§ Work instruction: Don't include any picture when you restate the data word for word.
+++ Dataset section +++
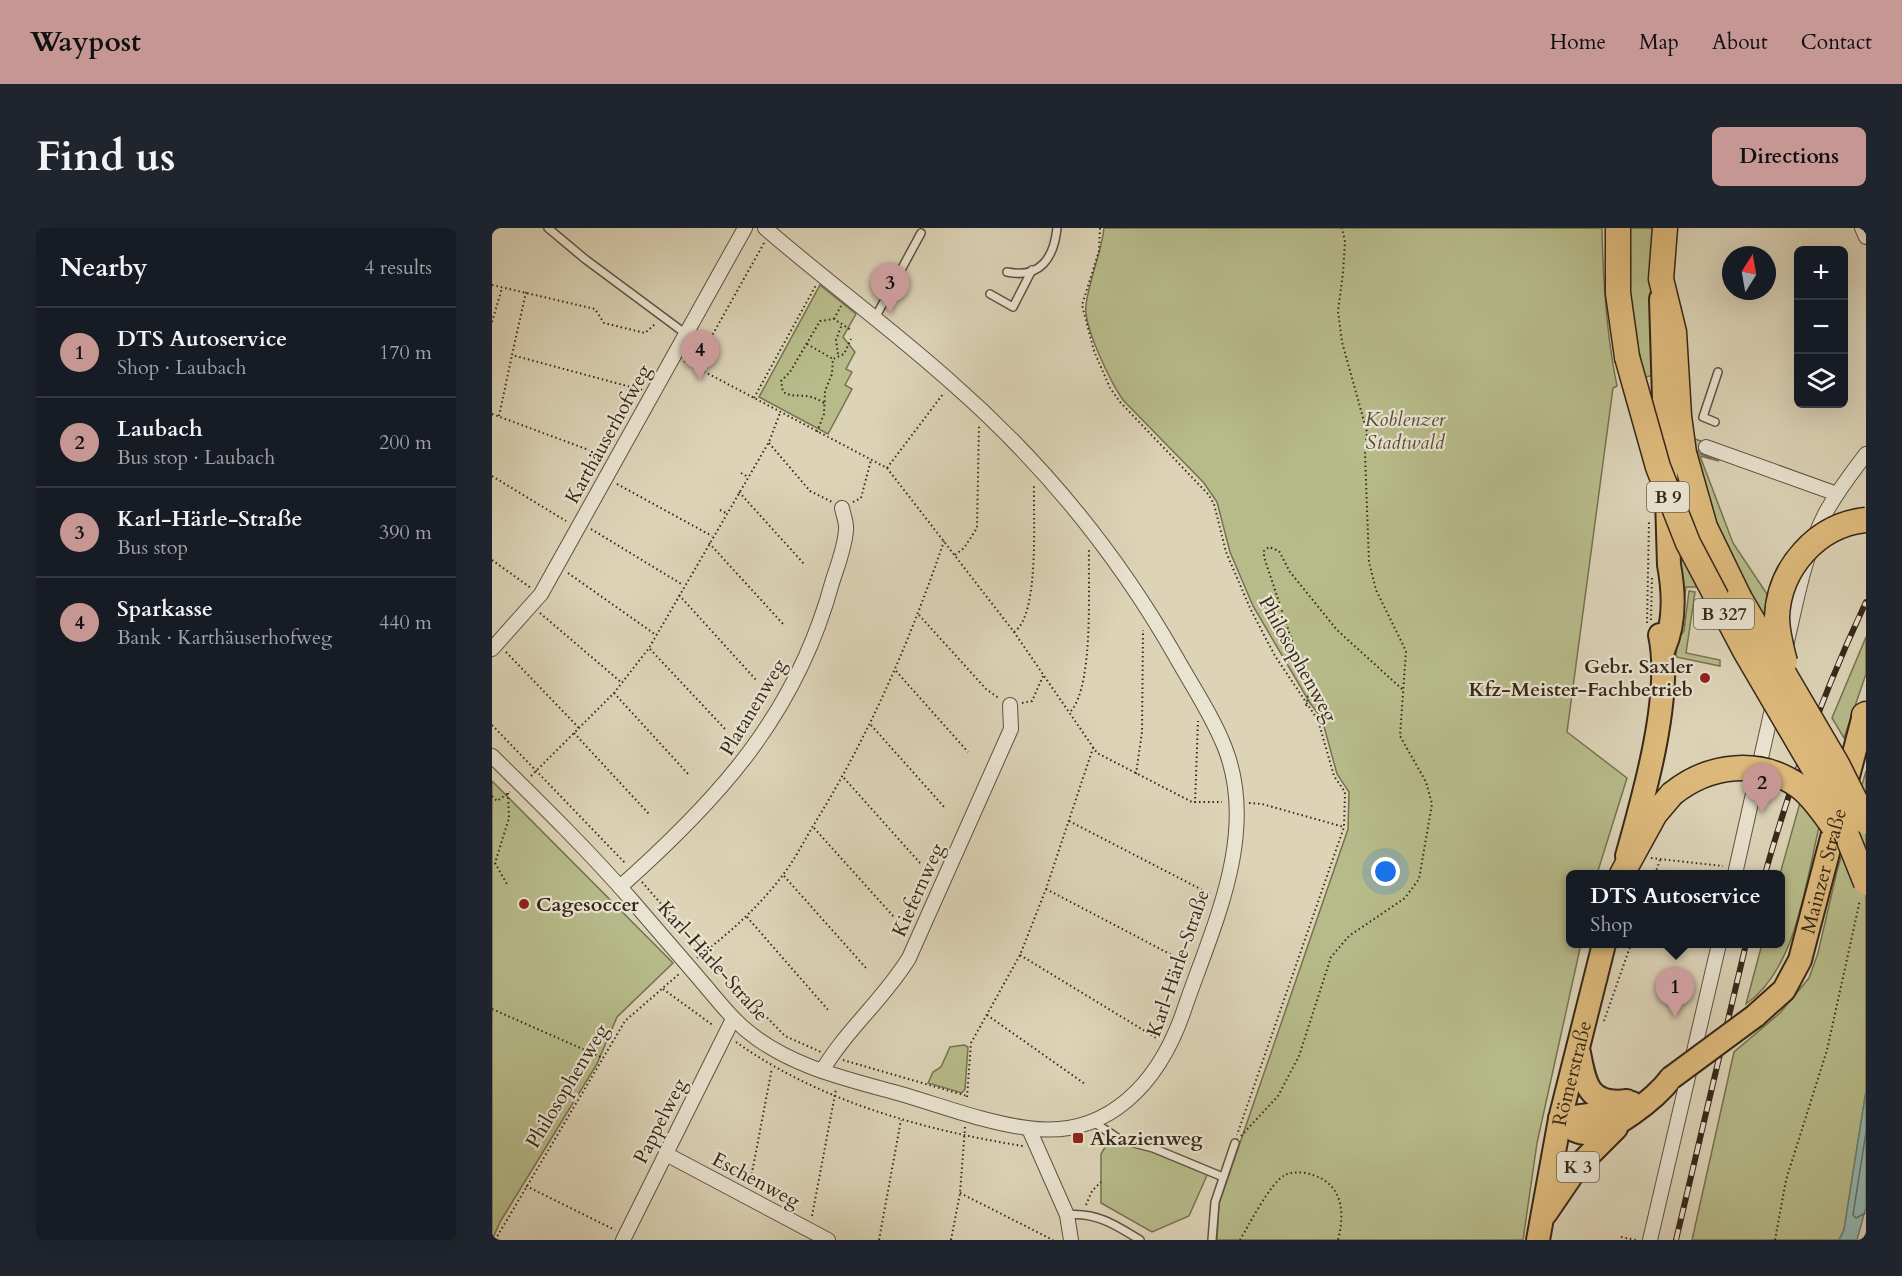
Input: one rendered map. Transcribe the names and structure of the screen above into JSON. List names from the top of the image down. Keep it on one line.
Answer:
{"streets":{"highway":["B 9","B 327"],"main road":["Mainzer Straße","Römerstraße","K 3"],"street":["Karthäuserhofweg","Platanenweg","Kiefernweg","Karl-Härle-Straße","Pappelweg","Eschenweg"],"path":["Philosophenweg"]},"crossings":[["B 9","B 327"],["Philosophenweg","Karl-Härle-Straße"],["Platanenweg","Karl-Härle-Straße"],["Mainzer Straße","Römerstraße"],["Mainzer Straße","K 3"],["Kiefernweg","Karl-Härle-Straße"],["Karl-Härle-Straße","Pappelweg"],["Römerstraße","K 3"],["Pappelweg","Eschenweg"]],"parks":["Koblenzer Stadtwald"],"places":{"other":["Gebr. Saxler Kfz-Meister-Fachbetrieb","Cagesoccer"],"transit":["Akazienweg"]},"north":"top","page":{"header":"Waypost","nav":["Home","Map","About","Contact"],"buttons":"Directions","title":"Find us","heading":["Nearby","4 results"],"map_buttons":["+","−"],"pins":["3","4","2","1"],"list":[{"mark":"1","name":"DTS Autoservice","note":"Shop · Laubach","value":"170 m"},{"mark":"2","name":"Laubach","note":"Bus stop · Laubach","value":"200 m"},{"mark":"3","name":"Karl-Härle-Straße","note":"Bus stop","value":"390 m"},{"mark":"4","name":"Sparkasse","note":"Bank · Karthäuserhofweg","value":"440 m"}],"popup":["DTS Autoservice","Shop"]}}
+++
§ Exercise solution:
Input: one rendered map. Transcribe the names and structure of the screen above into JSON. List names from the top of the image down. Keep it on one line.
Answer:
{"streets":{"highway":["B 9","B 327"],"main road":["Mainzer Straße","Römerstraße","K 3"],"street":["Karthäuserhofweg","Platanenweg","Kiefernweg","Karl-Härle-Straße","Pappelweg","Eschenweg"],"path":["Philosophenweg"]},"crossings":[["B 9","B 327"],["Philosophenweg","Karl-Härle-Straße"],["Platanenweg","Karl-Härle-Straße"],["Mainzer Straße","Römerstraße"],["Mainzer Straße","K 3"],["Kiefernweg","Karl-Härle-Straße"],["Karl-Härle-Straße","Pappelweg"],["Römerstraße","K 3"],["Pappelweg","Eschenweg"]],"parks":["Koblenzer Stadtwald"],"places":{"other":["Gebr. Saxler Kfz-Meister-Fachbetrieb","Cagesoccer"],"transit":["Akazienweg"]},"north":"top","page":{"header":"Waypost","nav":["Home","Map","About","Contact"],"buttons":"Directions","title":"Find us","heading":["Nearby","4 results"],"map_buttons":["+","−"],"pins":["3","4","2","1"],"list":[{"mark":"1","name":"DTS Autoservice","note":"Shop · Laubach","value":"170 m"},{"mark":"2","name":"Laubach","note":"Bus stop · Laubach","value":"200 m"},{"mark":"3","name":"Karl-Härle-Straße","note":"Bus stop","value":"390 m"},{"mark":"4","name":"Sparkasse","note":"Bank · Karthäuserhofweg","value":"440 m"}],"popup":["DTS Autoservice","Shop"]}}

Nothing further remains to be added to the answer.